Source records
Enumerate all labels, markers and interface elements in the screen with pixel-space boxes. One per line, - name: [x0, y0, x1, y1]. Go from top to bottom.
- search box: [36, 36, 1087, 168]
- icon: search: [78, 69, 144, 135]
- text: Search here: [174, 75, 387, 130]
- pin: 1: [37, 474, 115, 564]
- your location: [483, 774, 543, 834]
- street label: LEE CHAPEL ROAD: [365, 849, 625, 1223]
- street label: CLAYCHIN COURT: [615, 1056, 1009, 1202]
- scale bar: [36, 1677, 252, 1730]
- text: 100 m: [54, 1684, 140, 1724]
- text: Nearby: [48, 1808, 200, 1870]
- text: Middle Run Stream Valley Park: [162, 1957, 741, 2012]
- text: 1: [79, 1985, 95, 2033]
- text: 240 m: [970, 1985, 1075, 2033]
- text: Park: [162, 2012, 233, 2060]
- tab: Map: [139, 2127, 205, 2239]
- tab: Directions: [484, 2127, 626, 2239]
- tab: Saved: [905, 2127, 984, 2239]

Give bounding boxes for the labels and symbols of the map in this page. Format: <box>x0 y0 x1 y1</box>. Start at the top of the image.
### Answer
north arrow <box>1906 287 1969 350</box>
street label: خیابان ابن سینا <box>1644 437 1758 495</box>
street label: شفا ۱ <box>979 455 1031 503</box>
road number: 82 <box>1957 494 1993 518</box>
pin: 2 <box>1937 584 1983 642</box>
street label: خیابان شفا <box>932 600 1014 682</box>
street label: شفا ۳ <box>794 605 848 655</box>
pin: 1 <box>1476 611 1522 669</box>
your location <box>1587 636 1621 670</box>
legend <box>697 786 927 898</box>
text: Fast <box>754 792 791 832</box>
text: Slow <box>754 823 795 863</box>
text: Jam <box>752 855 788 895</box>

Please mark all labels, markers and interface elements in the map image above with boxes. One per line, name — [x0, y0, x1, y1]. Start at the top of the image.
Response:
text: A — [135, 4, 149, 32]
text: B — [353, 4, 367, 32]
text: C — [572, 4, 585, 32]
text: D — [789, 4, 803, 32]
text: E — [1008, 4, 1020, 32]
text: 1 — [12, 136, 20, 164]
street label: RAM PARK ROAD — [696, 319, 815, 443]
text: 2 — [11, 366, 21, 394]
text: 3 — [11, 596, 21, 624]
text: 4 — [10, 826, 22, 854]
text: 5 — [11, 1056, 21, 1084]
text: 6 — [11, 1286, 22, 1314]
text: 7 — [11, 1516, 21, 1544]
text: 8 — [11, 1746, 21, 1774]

**Work item:**
Across the data, pull every line containing the string "Start".

**Answer:**
Give bounding boxes for the labels and symbols of the map in this page. Format: <box>x0 y0 x1 y1</box>. Start at the top of the image.
Please mark all labels, markers and interface elements in the map image above with boxes. One per line, name — [x0, y0, x1, y1]. Start at the top of the image.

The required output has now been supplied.